**Problem to work on**. The records that follow are to be printed exactly, with no images.

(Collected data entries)
-=-=-

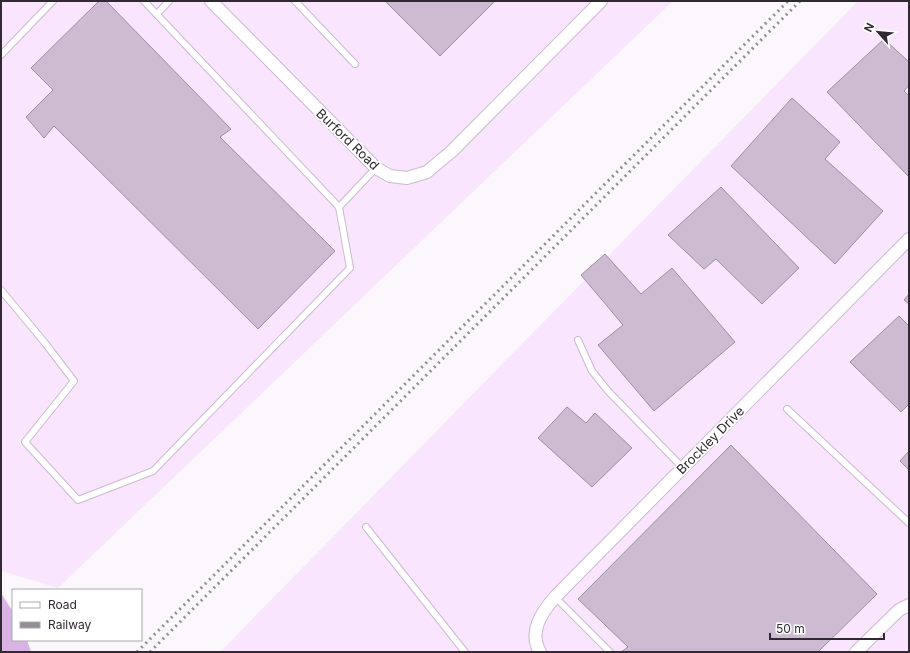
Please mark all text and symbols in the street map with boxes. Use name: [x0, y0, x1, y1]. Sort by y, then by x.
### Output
north arrow: [858, 12, 898, 52]
text: N: [861, 21, 877, 34]
street label: Burford Road: [313, 105, 383, 173]
street label: Brockley Drive: [673, 403, 747, 477]
legend: [12, 589, 142, 641]
text: Road: [48, 597, 77, 612]
scale bar: [770, 615, 884, 641]
text: Railway: [48, 617, 92, 632]
text: 50 m: [776, 621, 805, 636]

-=-=-

**Problem solution**.
Please mark all text and symbols in the street map with boxes. Use name: [x0, y0, x1, y1]. Sort by y, then by x.
### Output
north arrow: [858, 12, 898, 52]
text: N: [861, 21, 877, 34]
street label: Burford Road: [313, 105, 383, 173]
street label: Brockley Drive: [673, 403, 747, 477]
legend: [12, 589, 142, 641]
text: Road: [48, 597, 77, 612]
scale bar: [770, 615, 884, 641]
text: Railway: [48, 617, 92, 632]
text: 50 m: [776, 621, 805, 636]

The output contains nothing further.